Dibujo Barata grande pintado por DIGO

         Todos temos medo, em algum momento da vida. Medo de solidão,  doença,  perder alguma pessoa querida,  enfrentar uma situação nova, de se entregar a uma paixão, de cachorro,cobras, etc. Alguns medos são justificados, outros não.

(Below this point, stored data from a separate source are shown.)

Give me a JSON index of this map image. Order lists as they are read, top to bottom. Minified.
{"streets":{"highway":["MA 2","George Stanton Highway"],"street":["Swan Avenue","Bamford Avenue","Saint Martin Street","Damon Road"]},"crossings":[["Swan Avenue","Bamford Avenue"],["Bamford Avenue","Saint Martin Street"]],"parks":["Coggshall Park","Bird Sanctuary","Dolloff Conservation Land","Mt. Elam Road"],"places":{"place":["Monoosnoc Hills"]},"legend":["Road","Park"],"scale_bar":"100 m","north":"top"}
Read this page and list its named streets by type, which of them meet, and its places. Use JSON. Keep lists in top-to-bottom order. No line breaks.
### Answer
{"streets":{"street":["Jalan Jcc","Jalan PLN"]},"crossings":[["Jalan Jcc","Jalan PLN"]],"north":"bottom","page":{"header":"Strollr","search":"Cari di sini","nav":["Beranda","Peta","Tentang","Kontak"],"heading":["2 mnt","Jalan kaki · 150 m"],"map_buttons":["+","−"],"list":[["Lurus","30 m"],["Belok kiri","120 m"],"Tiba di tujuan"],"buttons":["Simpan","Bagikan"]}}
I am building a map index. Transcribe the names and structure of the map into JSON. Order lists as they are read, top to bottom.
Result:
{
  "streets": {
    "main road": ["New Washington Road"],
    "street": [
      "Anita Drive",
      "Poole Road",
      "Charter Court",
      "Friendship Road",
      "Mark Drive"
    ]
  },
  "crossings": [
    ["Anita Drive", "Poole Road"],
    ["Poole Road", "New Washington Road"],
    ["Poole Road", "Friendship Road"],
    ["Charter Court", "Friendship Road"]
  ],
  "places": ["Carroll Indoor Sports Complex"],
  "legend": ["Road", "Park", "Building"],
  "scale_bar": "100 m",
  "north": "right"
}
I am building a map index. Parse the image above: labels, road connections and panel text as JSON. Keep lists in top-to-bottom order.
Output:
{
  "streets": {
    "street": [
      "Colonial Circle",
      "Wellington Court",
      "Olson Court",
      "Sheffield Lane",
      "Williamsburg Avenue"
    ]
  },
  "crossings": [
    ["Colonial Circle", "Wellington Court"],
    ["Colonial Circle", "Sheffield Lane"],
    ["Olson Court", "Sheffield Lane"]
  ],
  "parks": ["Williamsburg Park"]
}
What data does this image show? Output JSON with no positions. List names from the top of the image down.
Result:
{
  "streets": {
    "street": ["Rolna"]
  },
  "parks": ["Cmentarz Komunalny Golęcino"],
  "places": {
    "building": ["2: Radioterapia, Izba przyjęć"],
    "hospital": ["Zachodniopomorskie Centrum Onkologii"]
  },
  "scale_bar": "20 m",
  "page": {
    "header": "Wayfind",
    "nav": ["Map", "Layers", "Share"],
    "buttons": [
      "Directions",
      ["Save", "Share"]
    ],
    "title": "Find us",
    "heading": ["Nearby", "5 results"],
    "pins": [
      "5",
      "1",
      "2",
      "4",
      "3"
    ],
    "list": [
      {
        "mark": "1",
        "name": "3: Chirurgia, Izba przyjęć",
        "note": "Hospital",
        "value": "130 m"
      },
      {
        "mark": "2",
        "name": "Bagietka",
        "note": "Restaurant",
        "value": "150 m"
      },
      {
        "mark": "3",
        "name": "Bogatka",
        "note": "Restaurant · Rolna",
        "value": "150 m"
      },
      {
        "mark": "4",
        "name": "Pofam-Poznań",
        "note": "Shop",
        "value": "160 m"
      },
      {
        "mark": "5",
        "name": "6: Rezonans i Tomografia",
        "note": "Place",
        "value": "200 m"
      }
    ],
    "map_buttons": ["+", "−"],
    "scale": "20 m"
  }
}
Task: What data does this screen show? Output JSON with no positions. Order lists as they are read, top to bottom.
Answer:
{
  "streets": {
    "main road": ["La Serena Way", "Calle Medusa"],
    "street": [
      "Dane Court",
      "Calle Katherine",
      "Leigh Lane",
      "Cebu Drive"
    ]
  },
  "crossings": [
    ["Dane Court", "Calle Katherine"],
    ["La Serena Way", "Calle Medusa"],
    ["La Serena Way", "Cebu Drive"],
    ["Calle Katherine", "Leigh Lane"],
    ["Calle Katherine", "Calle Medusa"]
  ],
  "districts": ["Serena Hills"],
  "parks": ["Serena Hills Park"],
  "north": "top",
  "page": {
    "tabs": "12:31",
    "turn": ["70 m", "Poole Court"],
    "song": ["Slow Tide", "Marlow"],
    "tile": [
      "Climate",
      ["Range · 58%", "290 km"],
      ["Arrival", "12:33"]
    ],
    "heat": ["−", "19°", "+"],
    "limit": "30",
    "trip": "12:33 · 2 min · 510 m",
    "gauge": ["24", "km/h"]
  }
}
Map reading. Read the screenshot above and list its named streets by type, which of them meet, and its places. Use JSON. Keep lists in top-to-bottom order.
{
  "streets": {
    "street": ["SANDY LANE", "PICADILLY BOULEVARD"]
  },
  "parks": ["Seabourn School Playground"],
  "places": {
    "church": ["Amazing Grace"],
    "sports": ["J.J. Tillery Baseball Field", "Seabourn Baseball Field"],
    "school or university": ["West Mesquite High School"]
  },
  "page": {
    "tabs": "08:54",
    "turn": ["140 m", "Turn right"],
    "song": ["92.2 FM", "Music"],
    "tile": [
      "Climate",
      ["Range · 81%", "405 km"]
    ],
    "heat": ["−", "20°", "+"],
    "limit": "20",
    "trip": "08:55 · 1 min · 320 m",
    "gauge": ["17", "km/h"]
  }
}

         Eu havia acabado de me divorciar e, pela primeira vez, estava tendo que me virar e resolver qualquer problema que me aparecesse, fosse relativo a domésticos, financeiros ou existenciais. Saí-me bem em todos esses quesitos. Estava me sentindo a própria rainha da cocada preta. No entanto havia um problema que eu não tinha a menor competência para resolver: enfrentar uma barata. Estávamos em pleno verão e a noite quente parece que desperta, nas baratas, uma vontade irresistível de passear. Tudo bem, elas têm direito como qualquer habitante desse planeta. O que elas não sabem é o pavor que  despertam, e é ótimo que continuem sem saber, uma vez que,  se soubessem, se tornariam mais poderosas.
         Eu estava lendo na sala, quando entrou uma que só de antena tinha 15 centímetros. Num voo rasante, ela fez uma evolução como se estivesse na avenida, em pleno carnaval, depois se acomodou num dos meus vasos de planta. Eu fiquei paralisada e quase grito por meu ex-marido, que está a quilô-metros de distância. Quem mandou separar? você esqueceu que existem baratas? Agora aguenta, enfrenta e não envergonhe as mulheres corajosas.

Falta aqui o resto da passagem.